= Supplied data =
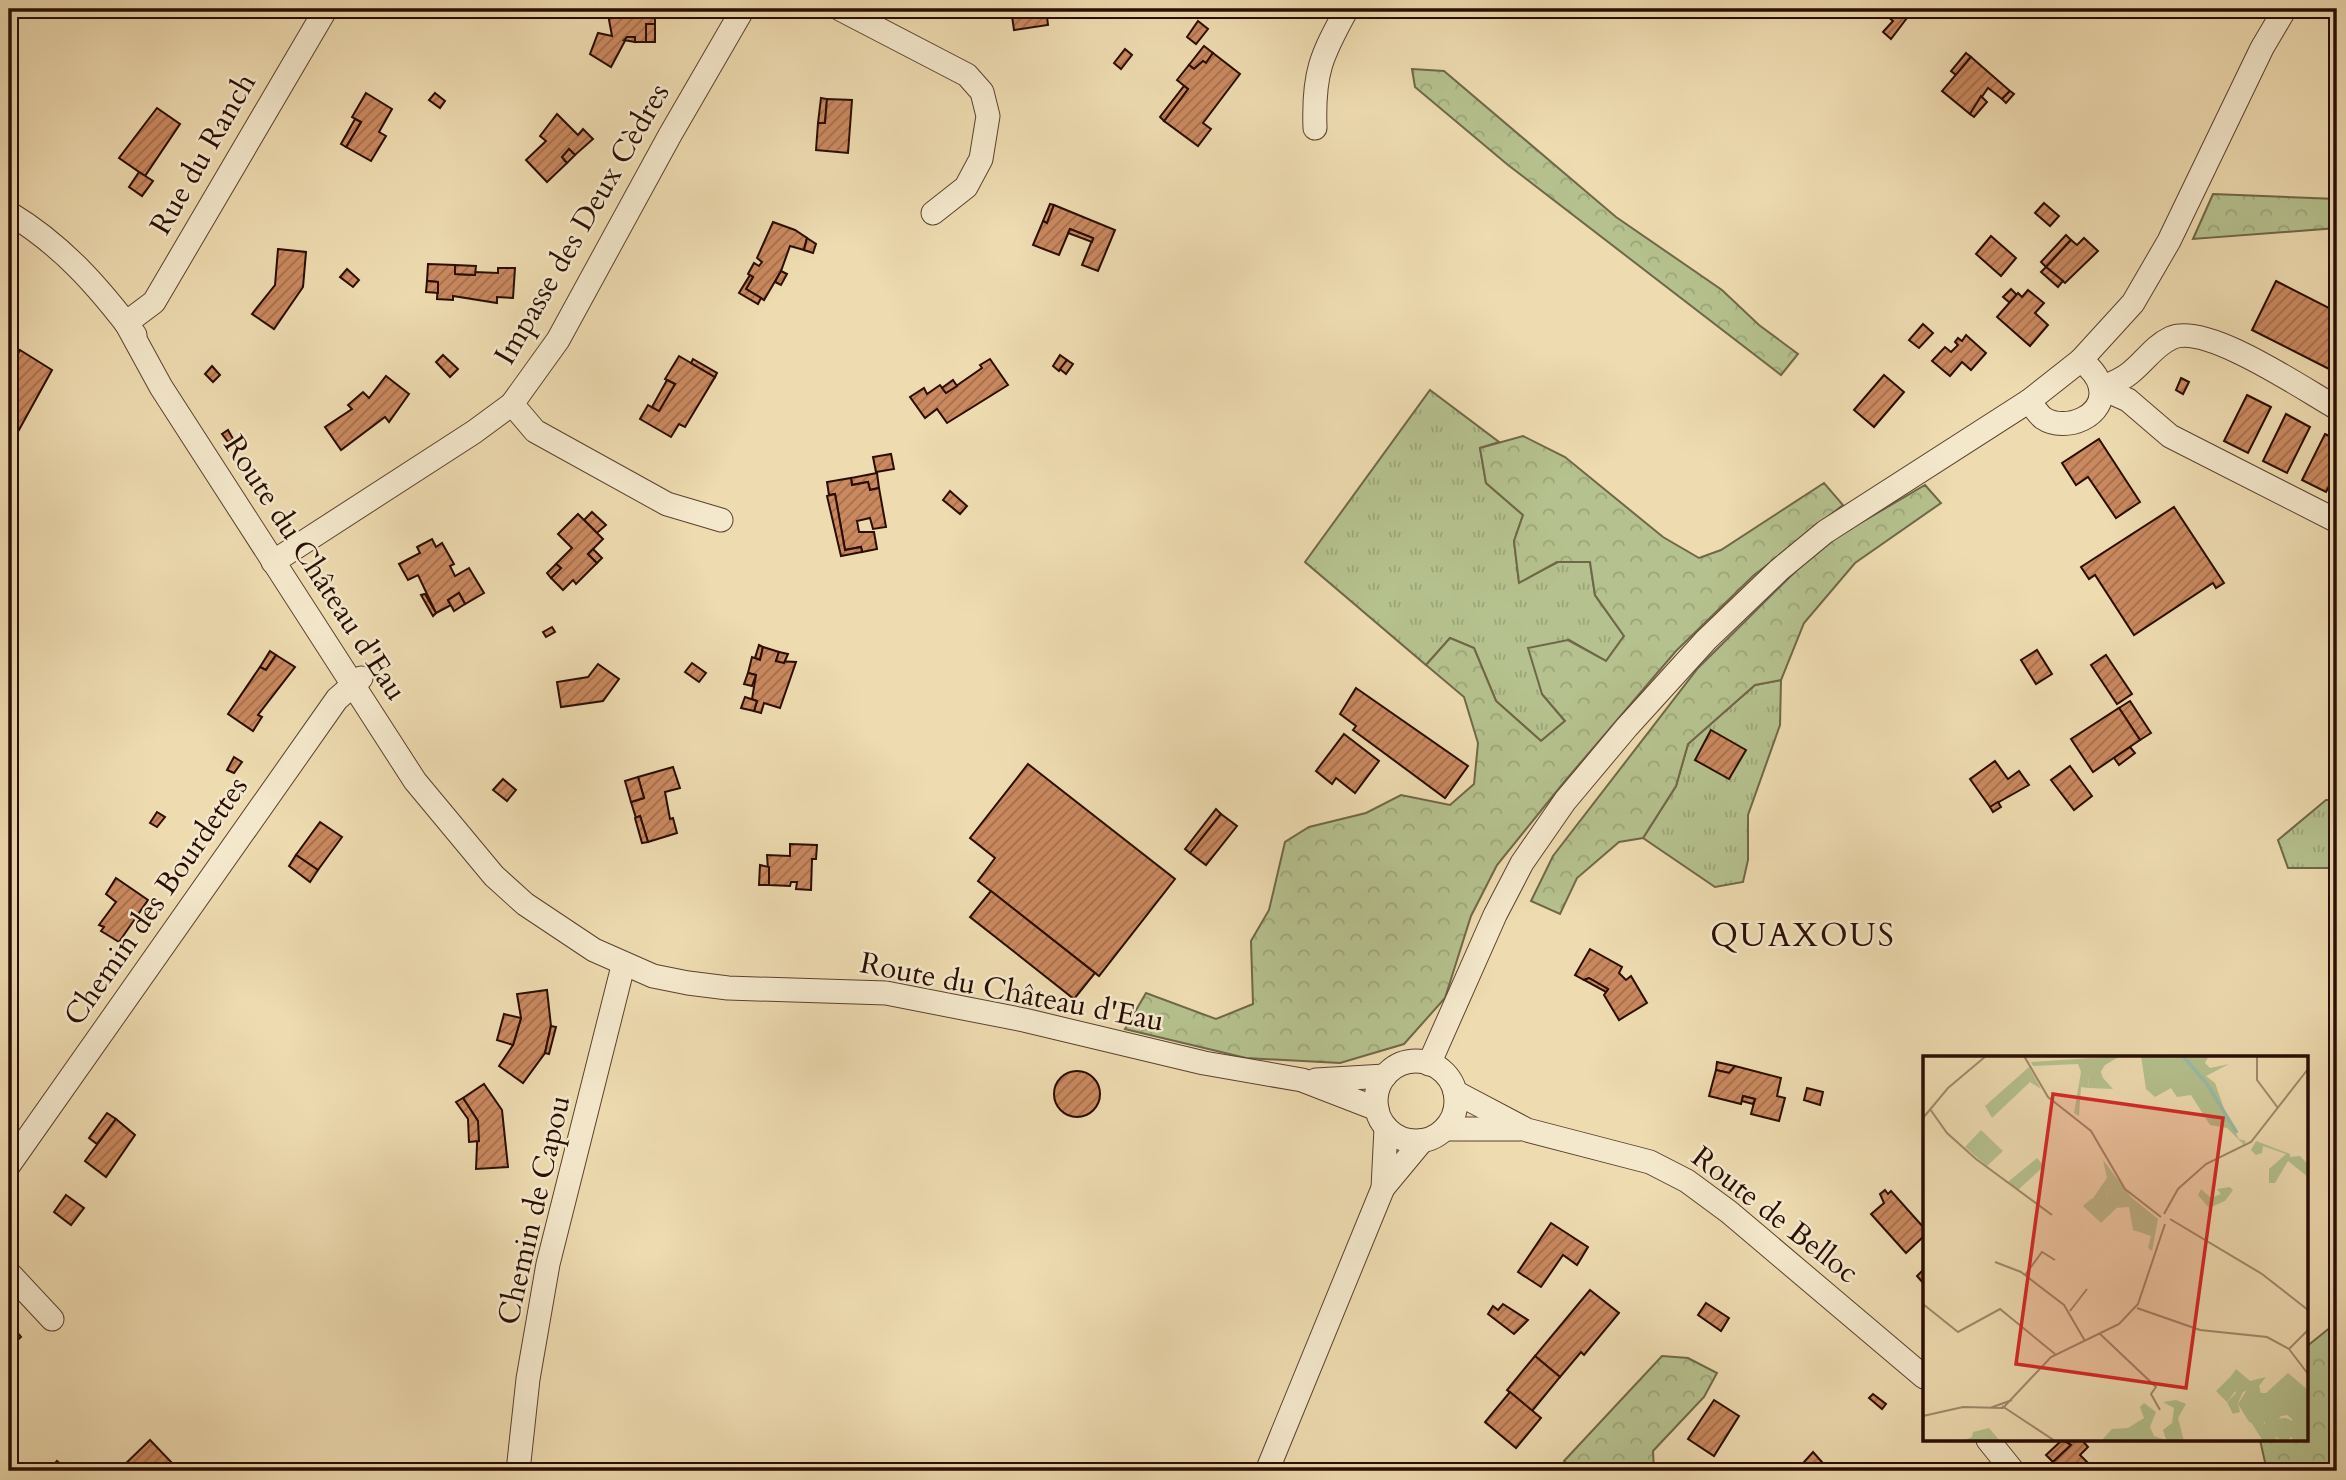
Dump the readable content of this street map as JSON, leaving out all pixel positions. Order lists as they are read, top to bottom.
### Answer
{
  "streets": {
    "street": [
      "Rue du Ranch",
      "Impasse des Deux Cèdres",
      "Route du Château d'Eau",
      "Chemin des Bourdettes",
      "Chemin de Capou",
      "Route de Belloc"
    ]
  },
  "crossings": [
    ["Rue du Ranch", "Route du Château d'Eau"],
    ["Impasse des Deux Cèdres", "Route du Château d'Eau"],
    ["Route du Château d'Eau", "Chemin des Bourdettes"],
    ["Route du Château d'Eau", "Chemin de Capou"],
    ["Route du Château d'Eau", "Route de Belloc"]
  ],
  "districts": ["QUAXOUS"]
}
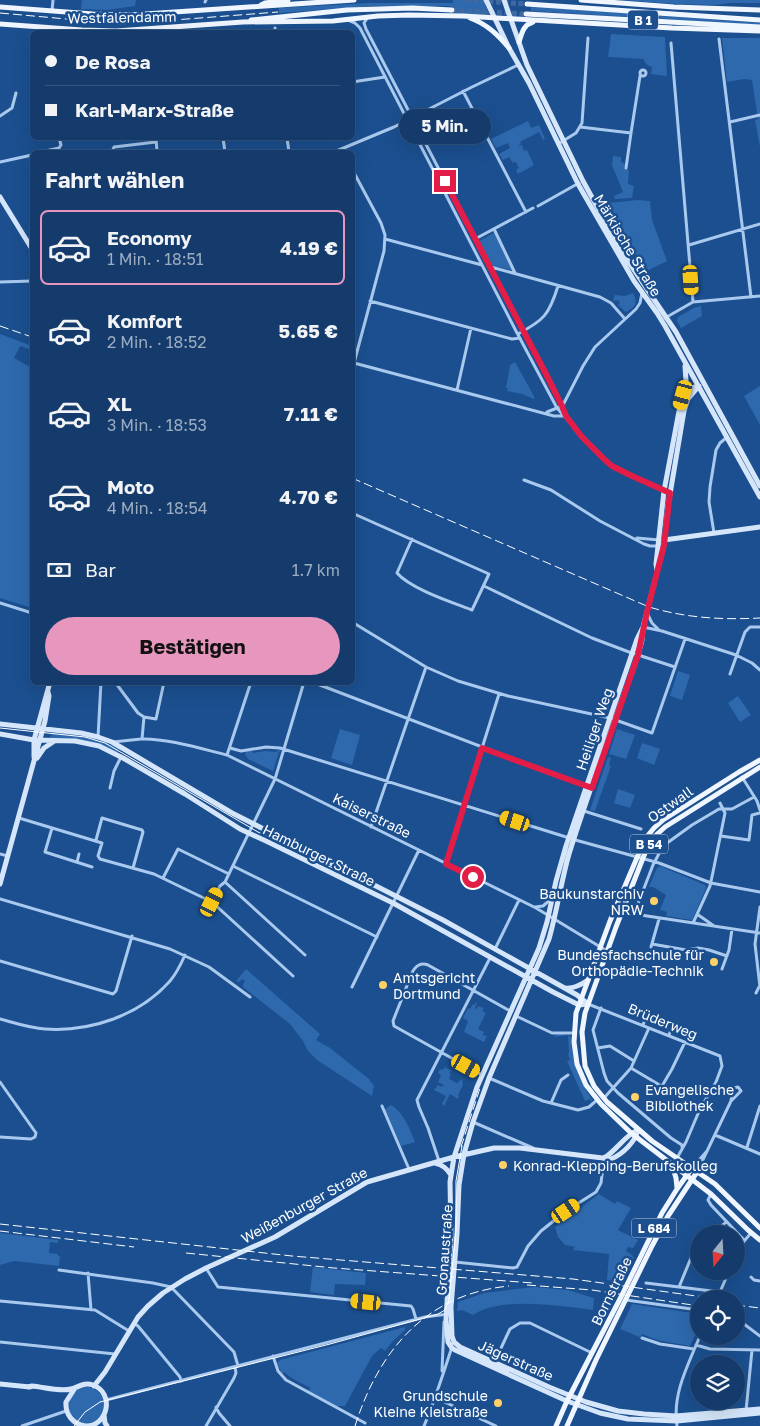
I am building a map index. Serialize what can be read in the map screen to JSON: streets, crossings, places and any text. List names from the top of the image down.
{
  "streets": {
    "main road": [
      "Westfalendamm",
      "B 1",
      "Märkische Straße",
      "Heiliger Weg",
      "Ostwall",
      "B 54",
      "Hamburger Straße",
      "Brüderweg",
      "Weißenburger Straße",
      "L 684",
      "Gronaustraße",
      "Bornstraße",
      "Jägerstraße"
    ],
    "street": ["Kaiserstraße"]
  },
  "crossings": [
    ["Westfalendamm", "B 1"],
    ["Westfalendamm", "Märkische Straße"],
    ["Märkische Straße", "Heiliger Weg"],
    ["Heiliger Weg", "Kaiserstraße"],
    ["Ostwall", "Kaiserstraße"],
    ["Ostwall", "B 54"],
    ["Kaiserstraße", "B 54"],
    ["Kaiserstraße", "Hamburger Straße"],
    ["B 54", "Brüderweg"],
    ["B 54", "Bornstraße"],
    ["Hamburger Straße", "Brüderweg"],
    ["Weißenburger Straße", "Gronaustraße"],
    ["Gronaustraße", "Jägerstraße"],
    ["Bornstraße", "Jägerstraße"]
  ],
  "places": [
    "Baukunstarchiv NRW",
    "Bundesfachschule für Orthopädie-Technik",
    "Amtsgericht Dortmund",
    "Evangelische Bibliothek",
    "Konrad-Klepping-Berufskolleg",
    "Grundschule Kleine Kielstraße"
  ],
  "north": "bottom",
  "page": {
    "banner": ["De Rosa", "Karl-Marx-Straße"],
    "bubble": "5 Min.",
    "heading": "Fahrt wählen",
    "list": [
      {
        "name": "Economy",
        "note": "1 Min. · 18:51",
        "value": "4.19 €"
      },
      {
        "name": "Komfort",
        "note": "2 Min. · 18:52",
        "value": "5.65 €"
      },
      {
        "name": "XL",
        "note": "3 Min. · 18:53",
        "value": "7.11 €"
      },
      {
        "name": "Moto",
        "note": "4 Min. · 18:54",
        "value": "4.70 €"
      }
    ],
    "pay": ["Bar", "1.7 km"],
    "buttons": "Bestätigen"
  }
}
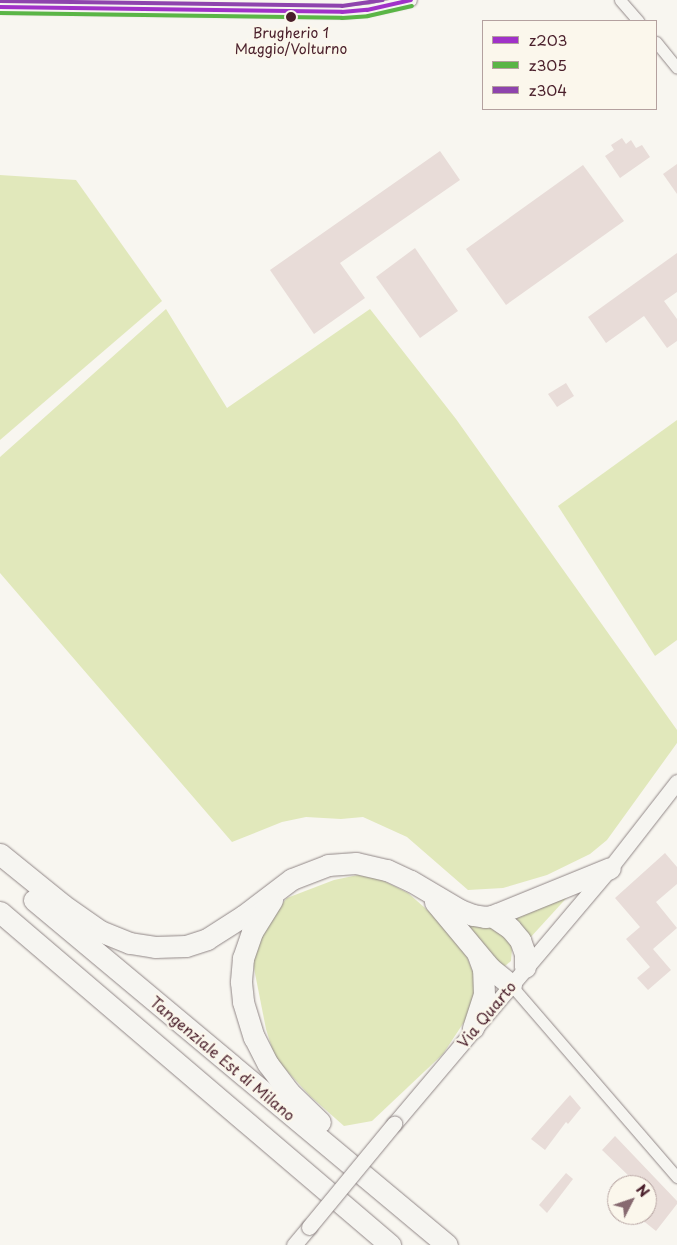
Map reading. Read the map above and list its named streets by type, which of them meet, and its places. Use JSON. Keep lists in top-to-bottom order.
{
  "streets": {
    "highway": ["Tangenziale Est di Milano"],
    "street": ["Via Quarto"]
  },
  "places": ["Brugherio 1 Maggio/Volturno"],
  "lines": ["transit line z203", "transit line z304", "transit line z305"],
  "legend": ["z203", "z305", "z304"],
  "north": "top right"
}
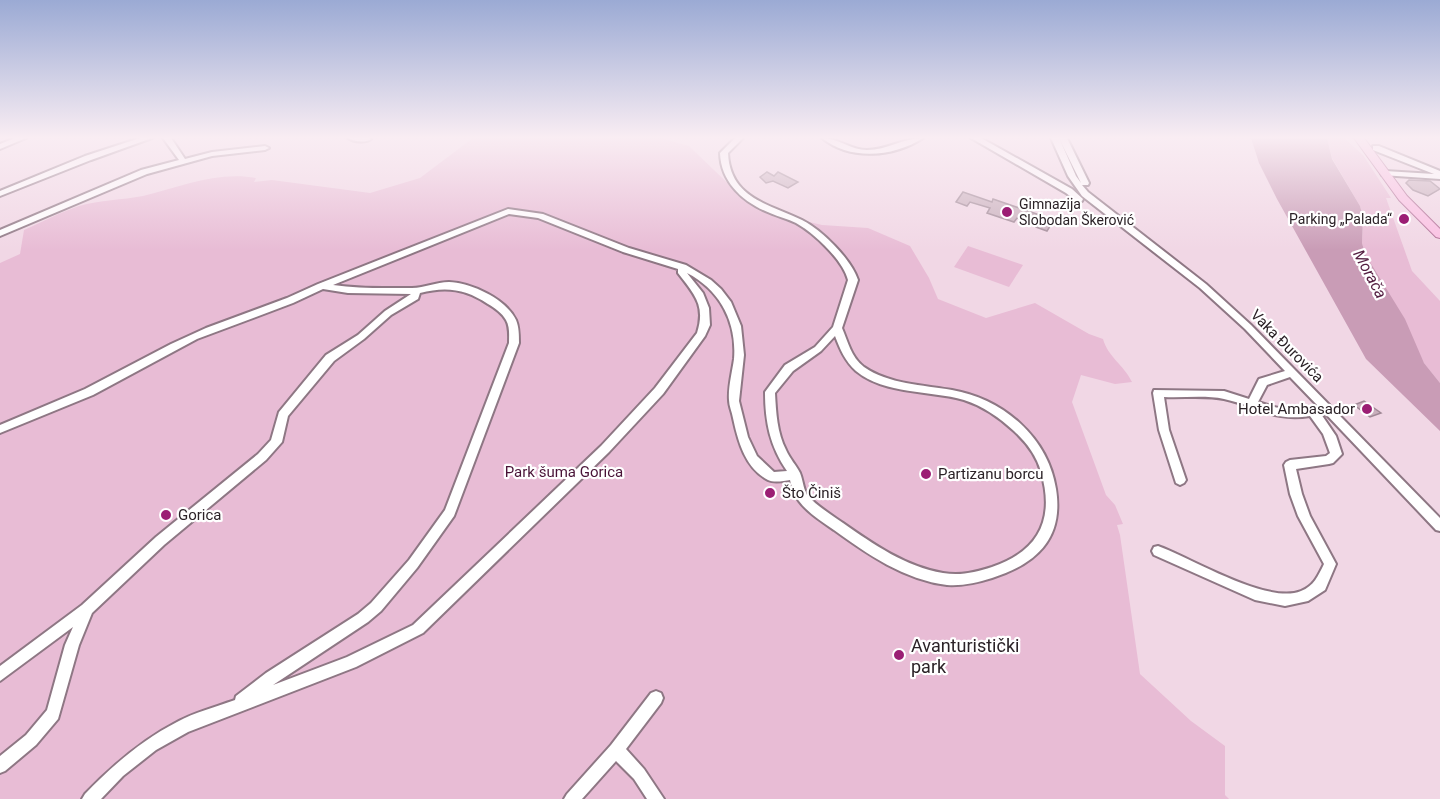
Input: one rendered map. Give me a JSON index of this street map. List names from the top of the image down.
{
  "streets": {
    "street": ["Vaka Đurovića"]
  },
  "water": ["Morača"],
  "parks": ["Park šuma Gorica"],
  "places": [
    "Gimnazija Slobodan Škerović",
    "Parking „Palada“",
    "Hotel Ambasador",
    "Partizanu borcu",
    "Što Činiš",
    "Gorica",
    "Avanturistički park"
  ]
}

= Action item =
An exact retyping of the material, minus the pictures, is the required answer.

= Result of this exercise =
Dump the readable content of this street map as JSON, leaving out all pixel positions. Order lists as they are read, top to bottom.
### Answer
{
  "streets": {
    "street": [
      "Rue du Ranch",
      "Impasse des Deux Cèdres",
      "Route du Château d'Eau",
      "Chemin des Bourdettes",
      "Chemin de Capou",
      "Route de Belloc"
    ]
  },
  "crossings": [
    ["Rue du Ranch", "Route du Château d'Eau"],
    ["Impasse des Deux Cèdres", "Route du Château d'Eau"],
    ["Route du Château d'Eau", "Chemin des Bourdettes"],
    ["Route du Château d'Eau", "Chemin de Capou"],
    ["Route du Château d'Eau", "Route de Belloc"]
  ],
  "districts": ["QUAXOUS"]
}
I am building a map index. Serialize what can be read in the map screen to JSON: streets, crossings, places and any text. List names from the top of the image down.
{
  "streets": {
    "main road": [
      "Westfalendamm",
      "B 1",
      "Märkische Straße",
      "Heiliger Weg",
      "Ostwall",
      "B 54",
      "Hamburger Straße",
      "Brüderweg",
      "Weißenburger Straße",
      "L 684",
      "Gronaustraße",
      "Bornstraße",
      "Jägerstraße"
    ],
    "street": ["Kaiserstraße"]
  },
  "crossings": [
    ["Westfalendamm", "B 1"],
    ["Westfalendamm", "Märkische Straße"],
    ["Märkische Straße", "Heiliger Weg"],
    ["Heiliger Weg", "Kaiserstraße"],
    ["Ostwall", "Kaiserstraße"],
    ["Ostwall", "B 54"],
    ["Kaiserstraße", "B 54"],
    ["Kaiserstraße", "Hamburger Straße"],
    ["B 54", "Brüderweg"],
    ["B 54", "Bornstraße"],
    ["Hamburger Straße", "Brüderweg"],
    ["Weißenburger Straße", "Gronaustraße"],
    ["Gronaustraße", "Jägerstraße"],
    ["Bornstraße", "Jägerstraße"]
  ],
  "places": [
    "Baukunstarchiv NRW",
    "Bundesfachschule für Orthopädie-Technik",
    "Amtsgericht Dortmund",
    "Evangelische Bibliothek",
    "Konrad-Klepping-Berufskolleg",
    "Grundschule Kleine Kielstraße"
  ],
  "north": "bottom",
  "page": {
    "banner": ["De Rosa", "Karl-Marx-Straße"],
    "bubble": "5 Min.",
    "heading": "Fahrt wählen",
    "list": [
      {
        "name": "Economy",
        "note": "1 Min. · 18:51",
        "value": "4.19 €"
      },
      {
        "name": "Komfort",
        "note": "2 Min. · 18:52",
        "value": "5.65 €"
      },
      {
        "name": "XL",
        "note": "3 Min. · 18:53",
        "value": "7.11 €"
      },
      {
        "name": "Moto",
        "note": "4 Min. · 18:54",
        "value": "4.70 €"
      }
    ],
    "pay": ["Bar", "1.7 km"],
    "buttons": "Bestätigen"
  }
}
Map reading. Read the map above and list its named streets by type, which of them meet, and its places. Use JSON. Keep lists in top-to-bottom order.
{
  "streets": {
    "highway": ["Tangenziale Est di Milano"],
    "street": ["Via Quarto"]
  },
  "places": ["Brugherio 1 Maggio/Volturno"],
  "lines": ["transit line z203", "transit line z304", "transit line z305"],
  "legend": ["z203", "z305", "z304"],
  "north": "top right"
}
Input: one rendered map. Give me a JSON index of this street map. List names from the top of the image down.
{
  "streets": {
    "street": ["Vaka Đurovića"]
  },
  "water": ["Morača"],
  "parks": ["Park šuma Gorica"],
  "places": [
    "Gimnazija Slobodan Škerović",
    "Parking „Palada“",
    "Hotel Ambasador",
    "Partizanu borcu",
    "Što Činiš",
    "Gorica",
    "Avanturistički park"
  ]
}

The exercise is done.